[Collected data entries]
****************************************

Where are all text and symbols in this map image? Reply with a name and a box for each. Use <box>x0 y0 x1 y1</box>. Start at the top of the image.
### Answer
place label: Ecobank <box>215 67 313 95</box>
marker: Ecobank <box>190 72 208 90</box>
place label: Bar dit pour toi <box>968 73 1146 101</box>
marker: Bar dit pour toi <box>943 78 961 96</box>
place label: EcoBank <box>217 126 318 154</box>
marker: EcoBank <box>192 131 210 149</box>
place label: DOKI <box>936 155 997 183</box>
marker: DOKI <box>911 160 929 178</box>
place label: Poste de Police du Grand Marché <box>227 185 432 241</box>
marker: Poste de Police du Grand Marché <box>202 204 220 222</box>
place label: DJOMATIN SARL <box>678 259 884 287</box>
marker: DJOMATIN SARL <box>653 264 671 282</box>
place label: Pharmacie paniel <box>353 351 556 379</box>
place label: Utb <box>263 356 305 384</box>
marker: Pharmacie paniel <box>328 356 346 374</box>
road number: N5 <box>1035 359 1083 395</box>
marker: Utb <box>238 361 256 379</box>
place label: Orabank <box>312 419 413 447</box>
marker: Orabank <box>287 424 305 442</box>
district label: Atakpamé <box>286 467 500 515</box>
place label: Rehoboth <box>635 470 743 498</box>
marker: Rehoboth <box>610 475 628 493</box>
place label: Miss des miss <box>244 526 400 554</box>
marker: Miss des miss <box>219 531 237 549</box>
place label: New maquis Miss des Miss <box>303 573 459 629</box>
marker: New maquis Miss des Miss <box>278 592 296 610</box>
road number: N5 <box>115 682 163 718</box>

****************************************

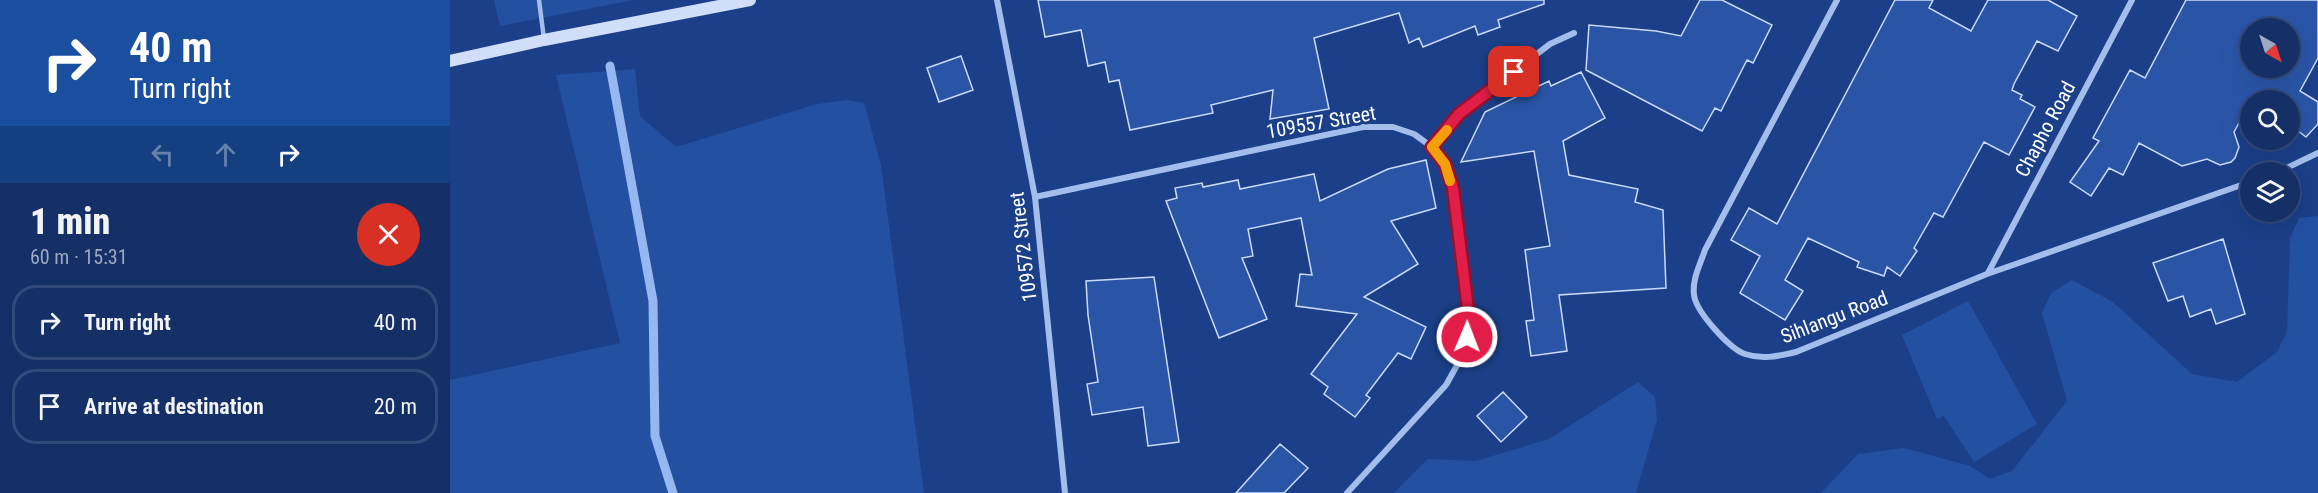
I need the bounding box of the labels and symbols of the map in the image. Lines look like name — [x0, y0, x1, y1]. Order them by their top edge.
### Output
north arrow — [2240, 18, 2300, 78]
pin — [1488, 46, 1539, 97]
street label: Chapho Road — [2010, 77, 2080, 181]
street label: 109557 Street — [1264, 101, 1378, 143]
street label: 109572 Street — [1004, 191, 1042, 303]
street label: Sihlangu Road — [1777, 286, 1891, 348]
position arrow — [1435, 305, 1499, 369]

****************************************

[What you need to do] Write down how many lines above contain the string "image", and nothing besides.

[Task response] 2